Because the effect of Ampyra on increasing conduction velocity is not restricted to motor pathways but is a general effect, it may also be useful for other symptoms of MS. Whether or not this is true will probably be determined by patients and their physicians as they carefully try the medication for other important MS symptoms. Throughout various studies, investigators have struggled to find the most efficient dosage of Ampyra. When given a lower dose, patients demonstrated no improvement; but higher doses were associated with increased risk of epileptic seizures. Other common adverse reactions reported by patients taking Ampyra in clinical trials include urinary tract infection, insomnia, dizziness, headache, nausea, weakness, back pain, balance disorder, swelling in the nose or throat, constipation, diarrhea, indigestion, throat pain, and burning, tingling or itching of skin.

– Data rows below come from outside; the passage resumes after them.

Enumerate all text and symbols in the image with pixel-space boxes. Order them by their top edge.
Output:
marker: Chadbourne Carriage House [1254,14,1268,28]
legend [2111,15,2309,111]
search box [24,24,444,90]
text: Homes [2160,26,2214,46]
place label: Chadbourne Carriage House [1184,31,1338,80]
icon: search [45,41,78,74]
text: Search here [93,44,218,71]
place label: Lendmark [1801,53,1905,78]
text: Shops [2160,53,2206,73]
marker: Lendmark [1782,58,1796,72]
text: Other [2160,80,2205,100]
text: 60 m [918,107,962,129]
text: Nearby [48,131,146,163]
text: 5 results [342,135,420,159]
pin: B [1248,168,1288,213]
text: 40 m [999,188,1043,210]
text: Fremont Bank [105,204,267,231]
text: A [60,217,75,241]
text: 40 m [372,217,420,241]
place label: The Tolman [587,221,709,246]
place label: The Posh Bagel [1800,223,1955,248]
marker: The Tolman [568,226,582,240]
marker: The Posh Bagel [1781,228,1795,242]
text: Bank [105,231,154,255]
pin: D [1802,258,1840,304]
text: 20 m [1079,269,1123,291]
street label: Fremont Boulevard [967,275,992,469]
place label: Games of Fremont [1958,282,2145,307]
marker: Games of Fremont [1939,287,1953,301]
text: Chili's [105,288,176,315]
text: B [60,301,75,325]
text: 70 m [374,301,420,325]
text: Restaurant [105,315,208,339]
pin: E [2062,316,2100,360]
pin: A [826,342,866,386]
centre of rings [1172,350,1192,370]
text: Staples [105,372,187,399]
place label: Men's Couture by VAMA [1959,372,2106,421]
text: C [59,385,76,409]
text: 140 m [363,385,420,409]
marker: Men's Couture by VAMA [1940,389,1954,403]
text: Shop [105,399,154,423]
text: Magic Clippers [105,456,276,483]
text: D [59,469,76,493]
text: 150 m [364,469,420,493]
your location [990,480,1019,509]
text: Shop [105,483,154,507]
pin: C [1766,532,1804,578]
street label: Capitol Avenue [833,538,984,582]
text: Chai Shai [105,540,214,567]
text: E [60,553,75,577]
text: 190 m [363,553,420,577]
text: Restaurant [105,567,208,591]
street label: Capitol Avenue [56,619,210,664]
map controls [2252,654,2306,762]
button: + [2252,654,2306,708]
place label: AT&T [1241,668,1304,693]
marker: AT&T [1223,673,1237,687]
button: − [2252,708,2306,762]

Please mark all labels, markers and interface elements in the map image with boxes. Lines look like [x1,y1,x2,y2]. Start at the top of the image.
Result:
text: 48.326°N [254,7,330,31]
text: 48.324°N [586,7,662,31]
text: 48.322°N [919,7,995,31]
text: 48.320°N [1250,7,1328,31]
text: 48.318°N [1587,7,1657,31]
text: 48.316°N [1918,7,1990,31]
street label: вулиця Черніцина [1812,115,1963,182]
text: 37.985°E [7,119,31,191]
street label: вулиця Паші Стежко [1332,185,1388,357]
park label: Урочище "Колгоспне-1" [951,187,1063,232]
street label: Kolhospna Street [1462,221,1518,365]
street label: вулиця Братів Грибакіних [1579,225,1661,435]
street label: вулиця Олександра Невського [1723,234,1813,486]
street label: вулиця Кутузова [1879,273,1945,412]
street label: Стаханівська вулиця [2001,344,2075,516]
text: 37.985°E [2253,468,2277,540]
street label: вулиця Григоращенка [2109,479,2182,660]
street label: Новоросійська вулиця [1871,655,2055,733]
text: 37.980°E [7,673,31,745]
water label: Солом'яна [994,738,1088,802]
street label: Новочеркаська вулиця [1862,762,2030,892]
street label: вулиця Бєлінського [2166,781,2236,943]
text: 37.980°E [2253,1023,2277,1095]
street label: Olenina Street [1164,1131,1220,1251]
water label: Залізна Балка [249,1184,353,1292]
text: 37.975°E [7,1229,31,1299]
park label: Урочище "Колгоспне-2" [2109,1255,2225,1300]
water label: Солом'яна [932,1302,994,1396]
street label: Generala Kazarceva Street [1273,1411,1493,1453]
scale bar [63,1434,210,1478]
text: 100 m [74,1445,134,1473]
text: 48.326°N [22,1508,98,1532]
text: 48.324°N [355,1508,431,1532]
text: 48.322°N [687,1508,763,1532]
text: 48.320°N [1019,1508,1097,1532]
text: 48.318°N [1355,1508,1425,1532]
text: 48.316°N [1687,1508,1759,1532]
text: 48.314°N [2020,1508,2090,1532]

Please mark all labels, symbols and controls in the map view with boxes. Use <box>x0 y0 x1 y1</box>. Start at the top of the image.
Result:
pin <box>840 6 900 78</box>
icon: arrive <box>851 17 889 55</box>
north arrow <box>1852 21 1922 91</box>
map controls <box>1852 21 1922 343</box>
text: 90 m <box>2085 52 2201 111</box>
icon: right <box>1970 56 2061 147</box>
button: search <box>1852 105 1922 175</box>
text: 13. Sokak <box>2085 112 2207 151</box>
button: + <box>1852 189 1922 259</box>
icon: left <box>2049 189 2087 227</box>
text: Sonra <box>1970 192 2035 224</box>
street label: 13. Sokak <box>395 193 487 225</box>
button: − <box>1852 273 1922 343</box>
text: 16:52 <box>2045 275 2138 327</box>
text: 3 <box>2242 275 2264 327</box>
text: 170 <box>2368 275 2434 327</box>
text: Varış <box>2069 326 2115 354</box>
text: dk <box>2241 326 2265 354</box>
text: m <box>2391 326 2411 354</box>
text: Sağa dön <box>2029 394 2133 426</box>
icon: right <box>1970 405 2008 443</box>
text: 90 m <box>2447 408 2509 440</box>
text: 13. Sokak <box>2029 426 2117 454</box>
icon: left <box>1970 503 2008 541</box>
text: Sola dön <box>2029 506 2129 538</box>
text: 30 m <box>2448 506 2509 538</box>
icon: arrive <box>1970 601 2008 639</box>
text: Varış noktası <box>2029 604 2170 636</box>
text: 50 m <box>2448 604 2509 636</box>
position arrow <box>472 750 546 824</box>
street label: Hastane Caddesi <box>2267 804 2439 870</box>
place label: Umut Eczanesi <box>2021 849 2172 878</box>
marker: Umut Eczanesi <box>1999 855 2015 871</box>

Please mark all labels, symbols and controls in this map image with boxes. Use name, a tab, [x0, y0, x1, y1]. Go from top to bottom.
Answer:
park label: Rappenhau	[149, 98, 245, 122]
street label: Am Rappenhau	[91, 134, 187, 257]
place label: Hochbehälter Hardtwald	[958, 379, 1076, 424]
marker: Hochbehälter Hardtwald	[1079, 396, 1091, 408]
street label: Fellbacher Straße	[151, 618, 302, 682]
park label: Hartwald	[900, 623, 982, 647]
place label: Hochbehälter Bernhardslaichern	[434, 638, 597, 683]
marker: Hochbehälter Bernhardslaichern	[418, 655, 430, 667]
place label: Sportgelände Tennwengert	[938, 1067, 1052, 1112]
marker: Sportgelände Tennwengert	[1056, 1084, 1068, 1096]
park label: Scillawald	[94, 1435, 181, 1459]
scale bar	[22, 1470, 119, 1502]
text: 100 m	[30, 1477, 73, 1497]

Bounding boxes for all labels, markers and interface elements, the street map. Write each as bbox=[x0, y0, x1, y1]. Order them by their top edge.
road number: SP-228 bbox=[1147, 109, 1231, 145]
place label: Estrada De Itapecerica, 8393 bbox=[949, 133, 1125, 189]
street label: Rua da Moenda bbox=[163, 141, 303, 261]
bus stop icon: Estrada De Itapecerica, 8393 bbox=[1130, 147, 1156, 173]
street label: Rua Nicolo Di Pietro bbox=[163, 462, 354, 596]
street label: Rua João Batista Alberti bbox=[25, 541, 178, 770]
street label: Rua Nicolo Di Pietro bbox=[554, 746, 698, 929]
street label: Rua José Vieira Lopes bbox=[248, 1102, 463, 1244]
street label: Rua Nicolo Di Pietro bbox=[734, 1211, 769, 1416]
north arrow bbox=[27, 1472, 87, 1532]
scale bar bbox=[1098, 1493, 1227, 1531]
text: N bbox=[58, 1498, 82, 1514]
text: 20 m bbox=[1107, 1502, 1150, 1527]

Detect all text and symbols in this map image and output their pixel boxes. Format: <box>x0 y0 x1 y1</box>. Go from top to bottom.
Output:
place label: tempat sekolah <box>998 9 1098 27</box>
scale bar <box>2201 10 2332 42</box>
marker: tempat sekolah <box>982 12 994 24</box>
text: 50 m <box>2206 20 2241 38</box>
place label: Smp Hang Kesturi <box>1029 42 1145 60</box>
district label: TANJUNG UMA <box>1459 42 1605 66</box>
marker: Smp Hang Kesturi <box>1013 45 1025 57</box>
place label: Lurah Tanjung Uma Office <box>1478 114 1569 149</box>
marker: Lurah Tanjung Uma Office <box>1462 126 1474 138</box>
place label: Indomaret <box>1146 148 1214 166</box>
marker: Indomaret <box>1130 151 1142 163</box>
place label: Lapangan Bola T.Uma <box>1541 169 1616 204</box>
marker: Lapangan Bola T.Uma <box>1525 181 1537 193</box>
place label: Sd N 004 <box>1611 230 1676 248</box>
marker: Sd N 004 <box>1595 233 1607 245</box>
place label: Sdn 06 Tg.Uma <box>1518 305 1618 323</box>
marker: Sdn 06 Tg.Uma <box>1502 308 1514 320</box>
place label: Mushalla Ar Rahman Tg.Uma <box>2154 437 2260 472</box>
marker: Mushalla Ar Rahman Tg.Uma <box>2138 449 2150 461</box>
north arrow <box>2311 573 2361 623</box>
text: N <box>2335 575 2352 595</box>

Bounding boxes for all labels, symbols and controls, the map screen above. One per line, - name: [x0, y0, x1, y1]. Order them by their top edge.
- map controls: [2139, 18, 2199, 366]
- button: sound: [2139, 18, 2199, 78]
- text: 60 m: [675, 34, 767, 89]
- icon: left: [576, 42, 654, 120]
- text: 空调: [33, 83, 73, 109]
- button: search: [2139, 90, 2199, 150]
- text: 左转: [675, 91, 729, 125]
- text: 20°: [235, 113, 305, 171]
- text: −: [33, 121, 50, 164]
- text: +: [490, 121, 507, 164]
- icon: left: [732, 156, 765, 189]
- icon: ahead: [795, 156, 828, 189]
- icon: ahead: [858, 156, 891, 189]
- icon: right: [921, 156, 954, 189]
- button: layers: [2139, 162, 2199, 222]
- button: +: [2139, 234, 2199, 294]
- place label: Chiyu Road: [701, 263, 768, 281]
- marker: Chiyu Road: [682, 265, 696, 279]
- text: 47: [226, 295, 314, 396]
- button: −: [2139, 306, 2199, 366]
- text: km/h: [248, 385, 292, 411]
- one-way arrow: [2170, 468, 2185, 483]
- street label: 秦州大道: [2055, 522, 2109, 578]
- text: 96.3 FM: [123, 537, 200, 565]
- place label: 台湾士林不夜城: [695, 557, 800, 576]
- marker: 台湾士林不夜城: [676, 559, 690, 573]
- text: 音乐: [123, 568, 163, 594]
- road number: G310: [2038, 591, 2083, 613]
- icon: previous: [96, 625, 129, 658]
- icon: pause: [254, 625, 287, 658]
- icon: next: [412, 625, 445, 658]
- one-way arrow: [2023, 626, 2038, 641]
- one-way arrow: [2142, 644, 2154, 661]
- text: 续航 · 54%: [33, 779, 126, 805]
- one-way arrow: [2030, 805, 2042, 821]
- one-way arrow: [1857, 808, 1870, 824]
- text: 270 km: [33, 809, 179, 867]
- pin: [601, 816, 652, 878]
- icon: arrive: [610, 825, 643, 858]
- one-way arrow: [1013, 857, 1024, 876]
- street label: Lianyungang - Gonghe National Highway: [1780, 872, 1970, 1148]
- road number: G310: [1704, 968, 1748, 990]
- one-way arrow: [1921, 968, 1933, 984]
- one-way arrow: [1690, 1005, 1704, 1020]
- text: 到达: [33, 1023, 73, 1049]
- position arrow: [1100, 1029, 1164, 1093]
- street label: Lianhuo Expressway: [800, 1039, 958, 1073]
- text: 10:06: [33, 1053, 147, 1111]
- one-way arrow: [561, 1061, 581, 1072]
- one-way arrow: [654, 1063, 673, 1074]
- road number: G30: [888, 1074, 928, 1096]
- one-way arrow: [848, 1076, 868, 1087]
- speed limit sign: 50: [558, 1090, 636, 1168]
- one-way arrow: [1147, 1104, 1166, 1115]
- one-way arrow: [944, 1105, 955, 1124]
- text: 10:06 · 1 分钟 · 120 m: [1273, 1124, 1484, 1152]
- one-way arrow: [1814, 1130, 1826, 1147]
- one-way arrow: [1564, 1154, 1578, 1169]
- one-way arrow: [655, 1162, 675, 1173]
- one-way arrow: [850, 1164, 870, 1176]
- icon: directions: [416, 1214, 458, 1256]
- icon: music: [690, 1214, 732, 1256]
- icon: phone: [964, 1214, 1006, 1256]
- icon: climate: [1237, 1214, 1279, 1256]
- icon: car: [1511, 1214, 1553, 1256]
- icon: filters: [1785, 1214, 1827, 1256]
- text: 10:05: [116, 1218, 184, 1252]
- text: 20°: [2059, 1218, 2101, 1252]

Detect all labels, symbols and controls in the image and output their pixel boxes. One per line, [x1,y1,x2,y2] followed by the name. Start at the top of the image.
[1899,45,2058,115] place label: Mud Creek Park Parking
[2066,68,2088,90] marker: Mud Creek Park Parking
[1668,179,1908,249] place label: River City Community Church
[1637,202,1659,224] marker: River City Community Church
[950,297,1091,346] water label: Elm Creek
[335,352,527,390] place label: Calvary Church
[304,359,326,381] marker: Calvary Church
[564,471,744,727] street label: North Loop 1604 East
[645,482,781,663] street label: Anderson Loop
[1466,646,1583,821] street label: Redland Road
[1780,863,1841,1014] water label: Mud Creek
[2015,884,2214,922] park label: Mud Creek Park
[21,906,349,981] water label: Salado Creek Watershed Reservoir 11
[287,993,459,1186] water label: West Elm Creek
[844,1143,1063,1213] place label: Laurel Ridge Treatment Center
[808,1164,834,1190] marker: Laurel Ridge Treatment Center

For more information on any of these medications, speak with your Neurologist.

 

Clinical Trial Phases – from www.clincialtrials.gov

Phase I – researchers test a drug or treatment in a small group of people (20-80) for the first time to evaluate safety, find a safe dose range, and identify side effects.

Phase II – the study drug or treatment is given to a larger group of people (100-300) to see if it is effective and to further evaluate safety.

Phase III – the study drug or treatment is given to large groups of people (1,000-3,000) to confirm its effectiveness, monitor side effects, compare it to commonly used treatments, and collect information that will allow the study drug or treatment to be used safely.

Phase IV – post marketing studies look for additional information including the drug’s risks, benefits, and optimal use.